Qu’en pensent les républicains ? De leur point de vue, il s’agit plus de liberté religieuse que de contraception. Mais le terrain est miné, surtout pour les candidats à l’investiture. D’autant plus que d’après un sondage récent, 63% des Américains sont favorables aux mesures sur le remboursement de la contraception issues de la réforme Obama.

Le modéré Mitt Romney a affiché une position ambiguë, affirmant dans un premier temps être opposé à l’amendement Blunt avant de se rétracter. Rick Santorum, chrétien conservateur, s’était quant à lui dit favorable au texte. Mais des observateurs avisés ont noté que le candidat avait récemment ajouté des allusions au rôle des femmes dans la société, citant notamment sa mère.

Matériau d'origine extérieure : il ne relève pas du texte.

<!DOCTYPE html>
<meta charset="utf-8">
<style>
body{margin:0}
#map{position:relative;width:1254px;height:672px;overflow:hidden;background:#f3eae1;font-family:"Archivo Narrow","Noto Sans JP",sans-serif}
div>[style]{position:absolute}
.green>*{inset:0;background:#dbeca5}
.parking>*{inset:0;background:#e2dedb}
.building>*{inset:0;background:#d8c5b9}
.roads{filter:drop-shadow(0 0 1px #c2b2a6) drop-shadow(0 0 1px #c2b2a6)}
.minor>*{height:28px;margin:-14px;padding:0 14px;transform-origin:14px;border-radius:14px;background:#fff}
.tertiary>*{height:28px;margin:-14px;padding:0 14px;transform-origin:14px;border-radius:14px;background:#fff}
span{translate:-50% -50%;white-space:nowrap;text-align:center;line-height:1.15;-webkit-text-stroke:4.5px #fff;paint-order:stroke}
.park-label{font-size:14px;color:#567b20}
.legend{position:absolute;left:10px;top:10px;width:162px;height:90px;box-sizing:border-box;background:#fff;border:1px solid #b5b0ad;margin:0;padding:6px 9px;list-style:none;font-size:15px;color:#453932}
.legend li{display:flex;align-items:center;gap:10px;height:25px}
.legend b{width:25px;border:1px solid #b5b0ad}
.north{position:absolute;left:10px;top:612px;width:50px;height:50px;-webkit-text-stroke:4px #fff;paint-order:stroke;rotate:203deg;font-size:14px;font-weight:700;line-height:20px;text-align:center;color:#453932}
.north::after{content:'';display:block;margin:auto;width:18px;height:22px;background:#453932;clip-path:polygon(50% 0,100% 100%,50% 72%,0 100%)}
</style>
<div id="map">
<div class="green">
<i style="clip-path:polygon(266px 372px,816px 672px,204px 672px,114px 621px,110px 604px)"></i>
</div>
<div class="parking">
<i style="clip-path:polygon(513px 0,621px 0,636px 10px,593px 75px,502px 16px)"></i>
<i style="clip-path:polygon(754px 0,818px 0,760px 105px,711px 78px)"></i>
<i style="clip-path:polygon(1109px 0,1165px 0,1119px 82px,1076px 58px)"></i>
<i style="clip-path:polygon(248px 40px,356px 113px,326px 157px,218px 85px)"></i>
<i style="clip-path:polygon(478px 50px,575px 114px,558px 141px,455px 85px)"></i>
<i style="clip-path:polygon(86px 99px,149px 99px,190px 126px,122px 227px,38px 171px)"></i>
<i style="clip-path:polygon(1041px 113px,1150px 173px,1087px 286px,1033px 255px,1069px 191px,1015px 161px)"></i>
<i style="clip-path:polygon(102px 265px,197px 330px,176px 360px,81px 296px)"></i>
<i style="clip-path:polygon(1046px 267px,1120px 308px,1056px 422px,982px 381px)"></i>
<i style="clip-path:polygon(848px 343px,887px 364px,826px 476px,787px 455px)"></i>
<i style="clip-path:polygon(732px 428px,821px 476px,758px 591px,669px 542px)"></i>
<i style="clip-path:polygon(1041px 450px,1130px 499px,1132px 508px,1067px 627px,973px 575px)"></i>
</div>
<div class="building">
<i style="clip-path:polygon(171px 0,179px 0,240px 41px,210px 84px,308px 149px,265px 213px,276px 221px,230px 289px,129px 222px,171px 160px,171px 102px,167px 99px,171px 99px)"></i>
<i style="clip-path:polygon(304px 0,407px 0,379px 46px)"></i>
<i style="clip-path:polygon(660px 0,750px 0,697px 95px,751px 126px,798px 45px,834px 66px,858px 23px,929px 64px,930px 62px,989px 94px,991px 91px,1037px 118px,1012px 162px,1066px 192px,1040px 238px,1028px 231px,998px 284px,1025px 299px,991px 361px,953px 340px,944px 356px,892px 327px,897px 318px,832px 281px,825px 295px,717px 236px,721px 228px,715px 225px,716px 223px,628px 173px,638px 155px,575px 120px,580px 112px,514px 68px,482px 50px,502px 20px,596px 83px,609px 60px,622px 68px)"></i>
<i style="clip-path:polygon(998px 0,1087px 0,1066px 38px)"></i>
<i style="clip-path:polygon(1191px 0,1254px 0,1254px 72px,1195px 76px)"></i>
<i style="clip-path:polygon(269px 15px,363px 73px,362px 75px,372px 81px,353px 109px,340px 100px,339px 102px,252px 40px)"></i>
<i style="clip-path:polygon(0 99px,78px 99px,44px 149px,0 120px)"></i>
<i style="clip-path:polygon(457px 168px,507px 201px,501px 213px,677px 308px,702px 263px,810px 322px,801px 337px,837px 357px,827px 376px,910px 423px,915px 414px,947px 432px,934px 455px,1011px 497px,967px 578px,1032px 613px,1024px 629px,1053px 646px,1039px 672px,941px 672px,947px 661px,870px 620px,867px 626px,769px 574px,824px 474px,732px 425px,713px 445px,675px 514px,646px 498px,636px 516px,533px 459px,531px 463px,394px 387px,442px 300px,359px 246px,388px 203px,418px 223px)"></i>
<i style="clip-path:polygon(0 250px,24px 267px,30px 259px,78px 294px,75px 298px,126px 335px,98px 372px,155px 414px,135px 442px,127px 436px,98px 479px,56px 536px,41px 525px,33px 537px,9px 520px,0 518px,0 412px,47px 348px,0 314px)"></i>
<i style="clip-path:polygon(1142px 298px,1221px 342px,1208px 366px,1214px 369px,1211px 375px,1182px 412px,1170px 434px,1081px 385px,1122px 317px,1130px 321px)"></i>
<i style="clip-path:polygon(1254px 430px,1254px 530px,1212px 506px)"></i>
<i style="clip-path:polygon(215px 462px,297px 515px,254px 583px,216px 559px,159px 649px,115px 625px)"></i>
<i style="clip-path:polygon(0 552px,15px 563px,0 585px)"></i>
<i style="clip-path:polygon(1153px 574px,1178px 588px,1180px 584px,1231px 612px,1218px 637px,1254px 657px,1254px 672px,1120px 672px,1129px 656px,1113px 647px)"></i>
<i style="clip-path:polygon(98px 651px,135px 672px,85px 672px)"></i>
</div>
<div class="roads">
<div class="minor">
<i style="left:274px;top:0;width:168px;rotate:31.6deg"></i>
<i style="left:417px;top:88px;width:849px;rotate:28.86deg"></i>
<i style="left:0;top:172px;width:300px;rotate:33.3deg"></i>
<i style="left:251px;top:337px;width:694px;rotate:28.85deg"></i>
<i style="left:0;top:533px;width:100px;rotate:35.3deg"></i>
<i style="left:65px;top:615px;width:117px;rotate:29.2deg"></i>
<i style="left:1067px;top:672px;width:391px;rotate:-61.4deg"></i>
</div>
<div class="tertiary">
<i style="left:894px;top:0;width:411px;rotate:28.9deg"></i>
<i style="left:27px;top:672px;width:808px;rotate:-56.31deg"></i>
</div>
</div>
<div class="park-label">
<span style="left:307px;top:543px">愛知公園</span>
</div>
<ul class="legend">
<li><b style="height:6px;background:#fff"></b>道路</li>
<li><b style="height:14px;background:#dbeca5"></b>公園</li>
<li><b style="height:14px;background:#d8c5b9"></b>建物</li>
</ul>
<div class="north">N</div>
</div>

Et qu’en pensent les démocrates ? Pour les démocrates, ce débat est une excellente occasion "d’embarrasser les républicains" et "d’aliéner les femmes et les modérés du parti républicain", analyse le New York Times.  Ils ont donc multiplié les déclarations publiques condamnant le texte, comme Harry Reid, chef de la majorité démocrate au Sénat, pour qui la mesure est "extrême" et "idéologique". Pour lui, ce texte risquait en outre de toucher d’autres soins, comme les mammographies ou les vaccinations contre la grippe.

La secrétaire d’Etat à la Santé, Kathleen Sebelius, s’est quant à elle fendue d’un communiqué dans lequel elle affirme que "l’administration Obama pense que les décisions concernant la santé devraient être prises entre une femme et son médecin, et non entre une femme et son patron".